In 2014 he became chairman of the Gesellschaft für Hochschulforschung. In 2016 he was elected a member of the Academia Europaea.

Krücken died of cancer on 7 October 2024, at the age of 62.

== Research ==
In his research Krücken focused on higher education research and the sociology of science. His special interests lie on the combination of neo-institutionalism in organizational research with a macro-sociological view of the world. As both approaches are particularly based on American theory and research, Krücken adds European strands of social theory. His dissertation on the works of John W. Meyer also contributed to the spread of neo-institutionalist approaches in Germany.
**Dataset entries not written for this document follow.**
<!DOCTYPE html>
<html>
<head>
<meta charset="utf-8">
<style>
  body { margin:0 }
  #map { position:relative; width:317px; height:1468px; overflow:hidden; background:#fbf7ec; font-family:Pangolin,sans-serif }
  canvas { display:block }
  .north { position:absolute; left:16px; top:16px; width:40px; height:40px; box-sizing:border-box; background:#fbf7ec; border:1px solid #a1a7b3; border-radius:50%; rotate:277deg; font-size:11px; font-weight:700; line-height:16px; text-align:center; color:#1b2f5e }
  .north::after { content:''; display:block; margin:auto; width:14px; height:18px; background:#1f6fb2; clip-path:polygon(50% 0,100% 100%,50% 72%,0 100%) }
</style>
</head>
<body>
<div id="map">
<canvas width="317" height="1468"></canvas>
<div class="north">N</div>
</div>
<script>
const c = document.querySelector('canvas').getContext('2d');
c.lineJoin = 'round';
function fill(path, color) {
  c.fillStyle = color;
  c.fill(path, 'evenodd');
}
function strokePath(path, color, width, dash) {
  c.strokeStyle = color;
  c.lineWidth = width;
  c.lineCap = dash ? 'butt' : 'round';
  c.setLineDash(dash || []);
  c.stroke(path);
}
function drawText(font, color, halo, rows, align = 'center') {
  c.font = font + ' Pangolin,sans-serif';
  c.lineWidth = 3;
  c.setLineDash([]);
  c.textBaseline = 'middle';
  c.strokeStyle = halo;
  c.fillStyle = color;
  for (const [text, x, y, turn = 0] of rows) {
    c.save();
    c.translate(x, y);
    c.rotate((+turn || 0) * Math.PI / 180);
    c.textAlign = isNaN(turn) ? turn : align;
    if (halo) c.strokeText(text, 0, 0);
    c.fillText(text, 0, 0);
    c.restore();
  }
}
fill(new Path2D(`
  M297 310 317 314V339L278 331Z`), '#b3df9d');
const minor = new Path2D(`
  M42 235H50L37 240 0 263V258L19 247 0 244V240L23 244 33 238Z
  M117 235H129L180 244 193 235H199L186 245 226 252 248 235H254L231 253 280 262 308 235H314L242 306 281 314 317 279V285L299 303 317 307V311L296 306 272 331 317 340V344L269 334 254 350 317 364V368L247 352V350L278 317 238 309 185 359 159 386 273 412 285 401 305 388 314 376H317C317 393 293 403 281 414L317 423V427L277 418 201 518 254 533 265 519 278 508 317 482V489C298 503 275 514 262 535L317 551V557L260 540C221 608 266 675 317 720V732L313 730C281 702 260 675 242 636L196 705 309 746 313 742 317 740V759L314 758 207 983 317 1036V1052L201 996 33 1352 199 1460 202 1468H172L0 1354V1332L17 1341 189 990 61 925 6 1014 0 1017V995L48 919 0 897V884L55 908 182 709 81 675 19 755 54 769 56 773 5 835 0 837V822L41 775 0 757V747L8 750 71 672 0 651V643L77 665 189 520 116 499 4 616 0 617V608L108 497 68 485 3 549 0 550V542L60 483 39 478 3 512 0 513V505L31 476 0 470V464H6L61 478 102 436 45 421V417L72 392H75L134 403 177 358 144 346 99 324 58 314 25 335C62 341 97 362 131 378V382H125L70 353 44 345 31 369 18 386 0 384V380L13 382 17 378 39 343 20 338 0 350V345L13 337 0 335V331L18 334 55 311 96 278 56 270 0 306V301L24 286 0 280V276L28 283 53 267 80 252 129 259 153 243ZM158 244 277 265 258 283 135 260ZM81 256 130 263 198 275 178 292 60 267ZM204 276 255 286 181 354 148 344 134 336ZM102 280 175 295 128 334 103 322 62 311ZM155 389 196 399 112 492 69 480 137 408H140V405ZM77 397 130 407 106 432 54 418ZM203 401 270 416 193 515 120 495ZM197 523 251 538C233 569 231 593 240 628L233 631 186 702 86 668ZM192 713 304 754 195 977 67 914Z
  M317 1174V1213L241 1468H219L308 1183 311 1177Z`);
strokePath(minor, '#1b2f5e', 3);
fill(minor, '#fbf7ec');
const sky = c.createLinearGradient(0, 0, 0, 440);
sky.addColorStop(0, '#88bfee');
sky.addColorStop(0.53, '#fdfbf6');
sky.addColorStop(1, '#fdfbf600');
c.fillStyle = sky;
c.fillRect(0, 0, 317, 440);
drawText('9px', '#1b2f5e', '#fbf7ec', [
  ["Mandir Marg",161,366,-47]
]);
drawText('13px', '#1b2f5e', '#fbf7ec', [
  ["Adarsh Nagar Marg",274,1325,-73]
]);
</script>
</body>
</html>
In addition to many publications, his scientific work led to the European research network New Institutionalism] in 2004, of which he was a co-founder and spokesman. It organizes annual scientific conferences in various European countries.

== Books ==
Higher Education in Germany—Recent Developments in an International Perspective. Cham: Springer International Publishing AG, 2018 (together with mit Otto Hüther). Gerhard Casper, President Emeritus and Professor Emeritus, Stanford University, comments on this book: "The foreign observer of German higher education, even the informed foreign observer, struggles to find denominators, not to mention common denominators of a bewildering array of approaches. Otto Hüther and Georg Krücken, in this book, do an absolutely splendid job of offering theoretical perspectives, qualitative and quantitative data, and comparative assessments."

New Themes in Institutional Analysis. Topics and Issues from European Research (edited together with Carmelo Mazza, Renate Meyer und Peter Walgenbach). Cheltenham: Edward Elgar, 2017, ISBN 978-1-78471-686-8.